Faced with the classicism of the original composition of the enclosure, the new topography brings a disorder that, while conserving the view towards the Etat Major building, adds new horizons that overlap and vary when wandering.
The garden is complex in a sum of different places and environments formed by hills, roads, trees and large esplanades, all suitable for different activities: children's play areas, slides installed on the slopes, spaces for rest and stroll, meeting or for the show.
The pavement, completely permeable, has been made with large "carpets" arranged in strips of 1m wide by 10m long, parallel to the facades of the old military buildings. Formed by ceramic pieces of 30 x 5 x 6cm -dimension of the traditional toulousaine brick- "woven" to a metal mesh with galvanized steel wire. It is the adaptation of the patented system called Flexbrick. Thanks to the flexibility of this mesh, the whole can be deformed and adapt perfectly to the undulations of the terrain.
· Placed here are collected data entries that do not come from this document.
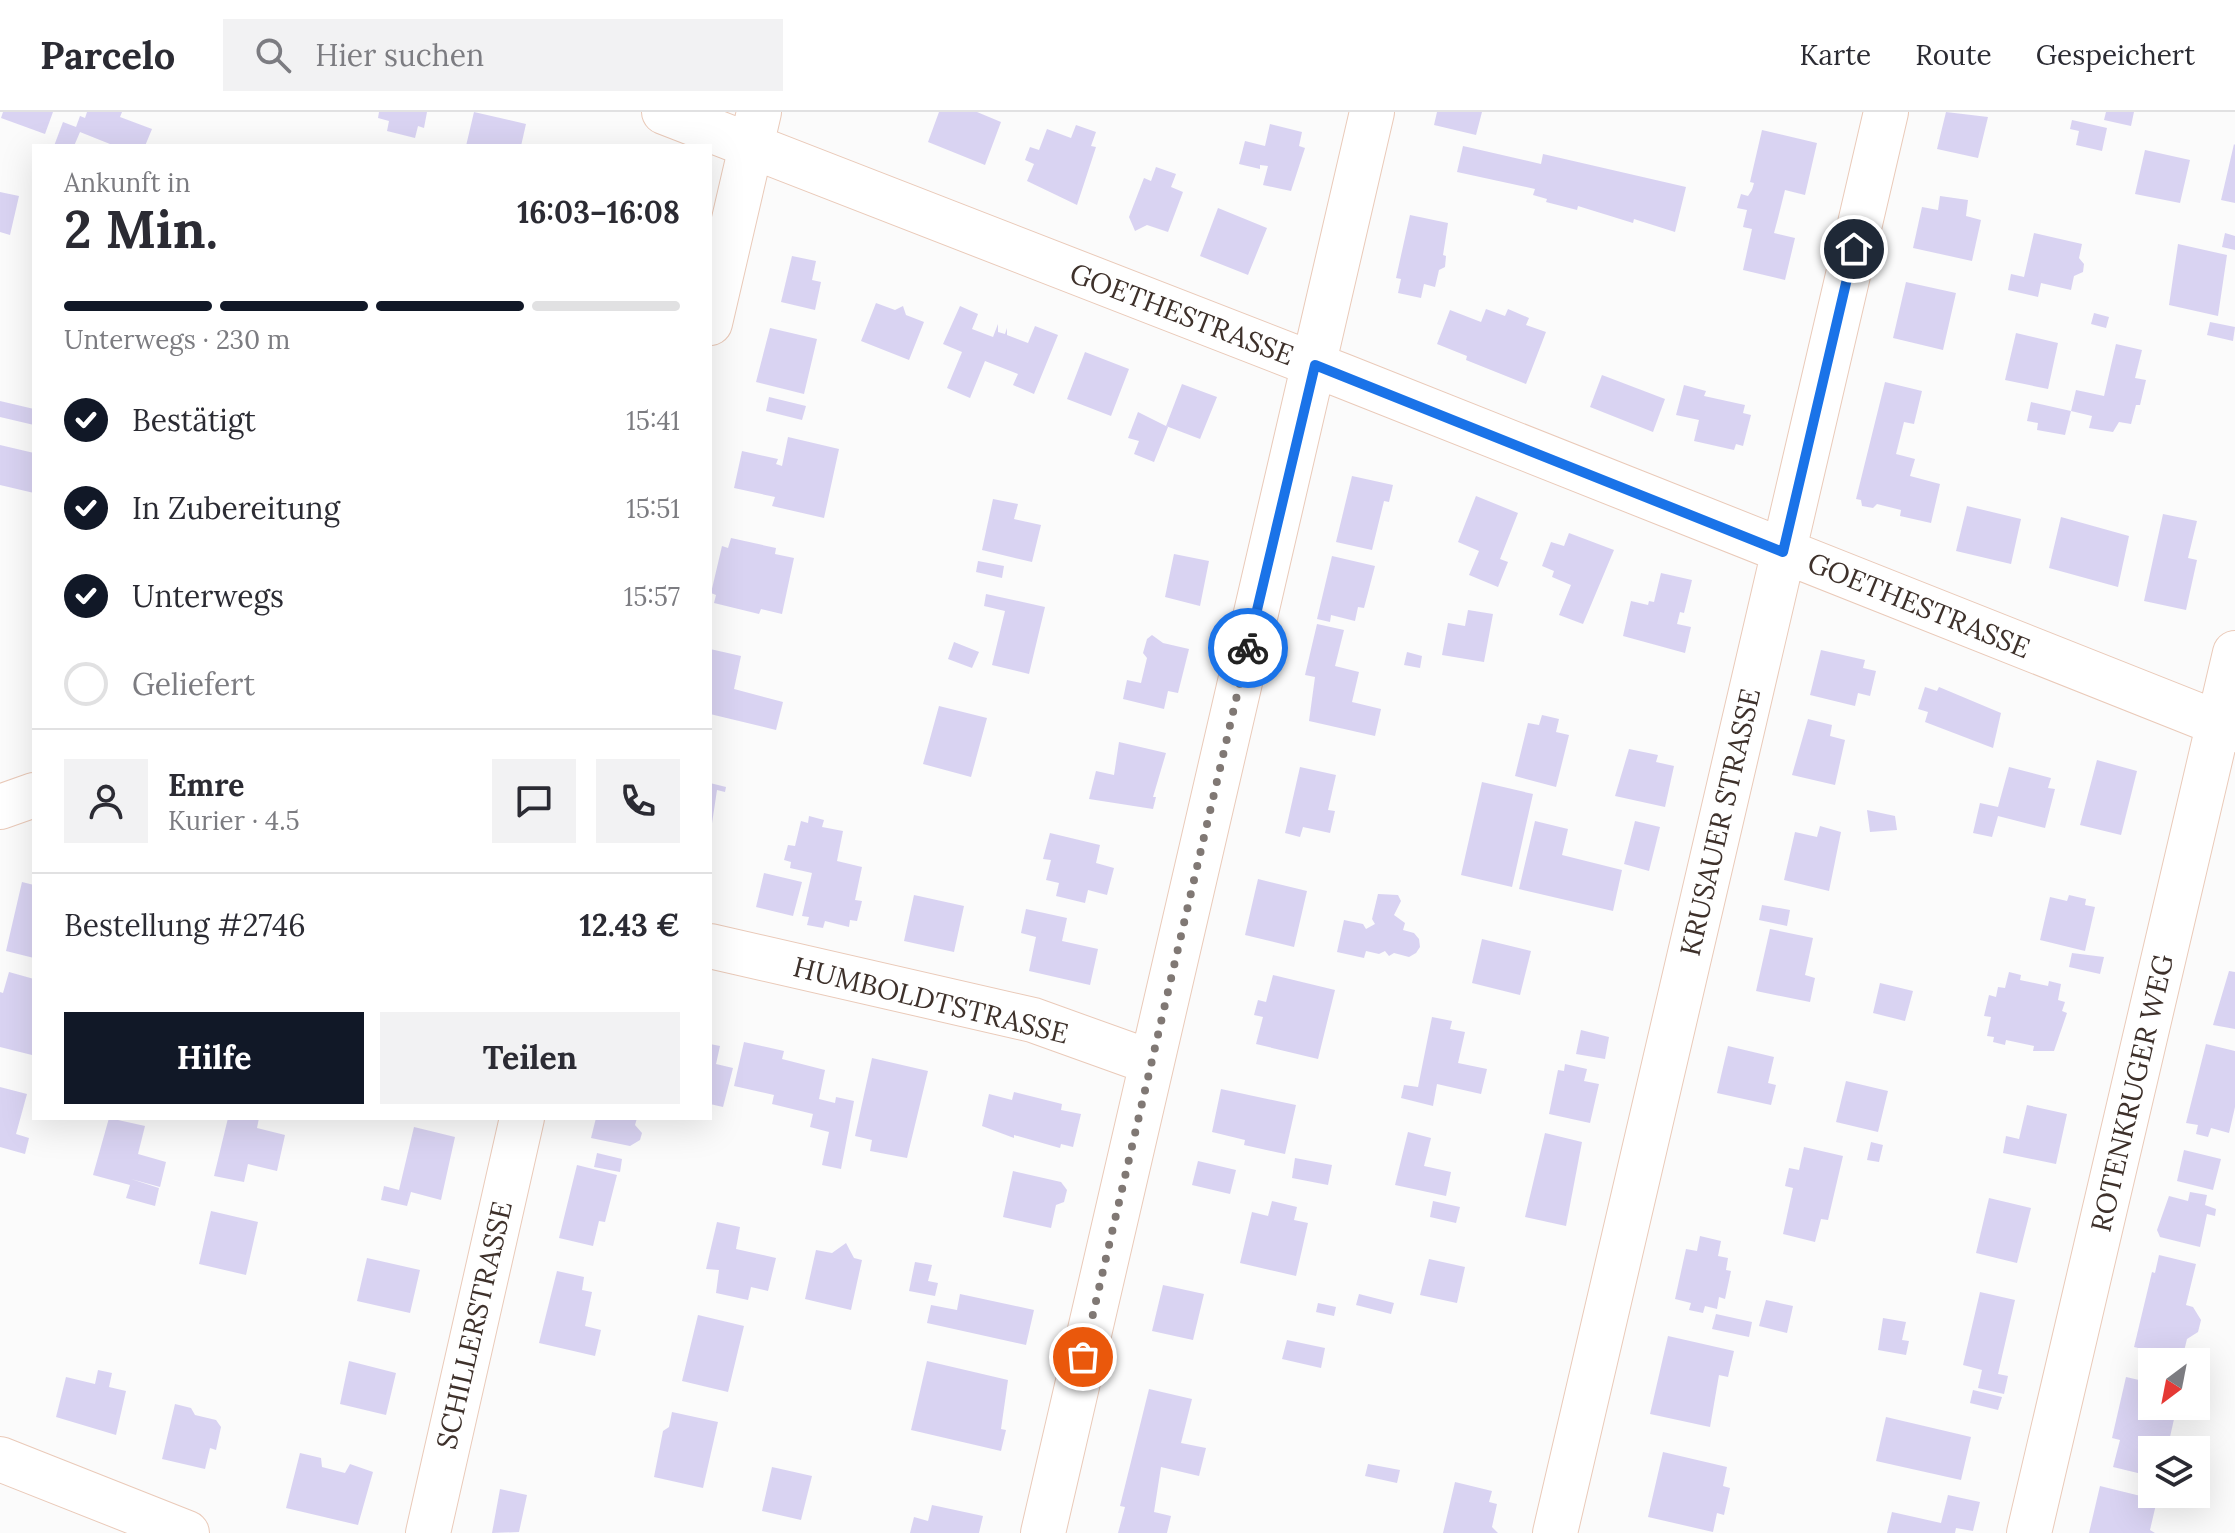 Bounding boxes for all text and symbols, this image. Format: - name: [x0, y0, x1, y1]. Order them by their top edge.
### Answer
- search box: [223, 19, 783, 91]
- text: Parcelo: [40, 31, 175, 79]
- icon: search: [251, 33, 295, 77]
- text: Hier suchen: [315, 36, 484, 74]
- text: Karte: [1799, 37, 1871, 73]
- text: Route: [1915, 37, 1992, 73]
- text: Gespeichert: [2036, 37, 2195, 73]
- text: Ankunft in: [64, 166, 190, 199]
- text: 16:03–16:08: [517, 193, 680, 231]
- text: 2 Min.: [64, 196, 218, 262]
- pin: [1820, 215, 1888, 283]
- icon: home: [1832, 227, 1876, 271]
- street label: GOETHESTRASSE: [1065, 255, 1299, 373]
- text: Unterwegs · 230 m: [64, 323, 290, 356]
- icon: check: [64, 398, 108, 442]
- text: Bestätigt: [132, 401, 256, 439]
- text: 15:41: [626, 404, 680, 437]
- icon: check: [64, 486, 108, 530]
- text: In Zubereitung: [132, 489, 340, 527]
- text: 15:51: [626, 492, 680, 525]
- street label: GOETHESTRASSE: [1802, 544, 2036, 666]
- icon: check: [64, 574, 108, 618]
- text: Unterwegs: [132, 577, 284, 615]
- text: 15:57: [624, 580, 680, 613]
- courier: [1208, 608, 1288, 688]
- icon: bike: [1226, 626, 1270, 670]
- text: Geliefert: [132, 665, 255, 703]
- street label: KRUSAUER STRASSE: [1672, 685, 1768, 959]
- button: person: [64, 759, 148, 843]
- button: chat: [492, 759, 576, 843]
- button: phone: [596, 759, 680, 843]
- text: Emre: [168, 766, 244, 804]
- text: Kurier · 4.5: [168, 804, 300, 837]
- text: Bestellung #2746: [64, 906, 306, 944]
- text: 12.43 €: [579, 906, 680, 944]
- street label: HUMBOLDTSTRASSE: [790, 948, 1072, 1052]
- street label: ROTENKRUGER WEG: [2083, 951, 2181, 1235]
- button: Hilfe: [64, 1012, 364, 1104]
- button: Teilen: [380, 1012, 680, 1104]
- street label: SCHILLERSTRASSE: [428, 1197, 520, 1453]
- pin: [1049, 1323, 1117, 1391]
- icon: bag: [1061, 1335, 1105, 1379]
- north arrow: [2138, 1348, 2210, 1420]
- map controls: [2138, 1348, 2210, 1508]
- button: layers: [2138, 1436, 2210, 1508]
The matrix of the mesh allows to play with the density of the ceramic pieces, leaving "random" gaps at the ends and thus achieve a diffuse transition between the pavement and the grass. There are no limits or edges in the changes of matter:
- Roads wander and merge with the hills as, little by little, the grass appears between the ceramic pieces.
- The large pond is a surface of water that fills a slight concavity of the ground.
The Niel garden manages to be a dynamic space, with multiple environments under the same language. A language guided by the topography and the material that merge into a single intervention where everything seems obvious.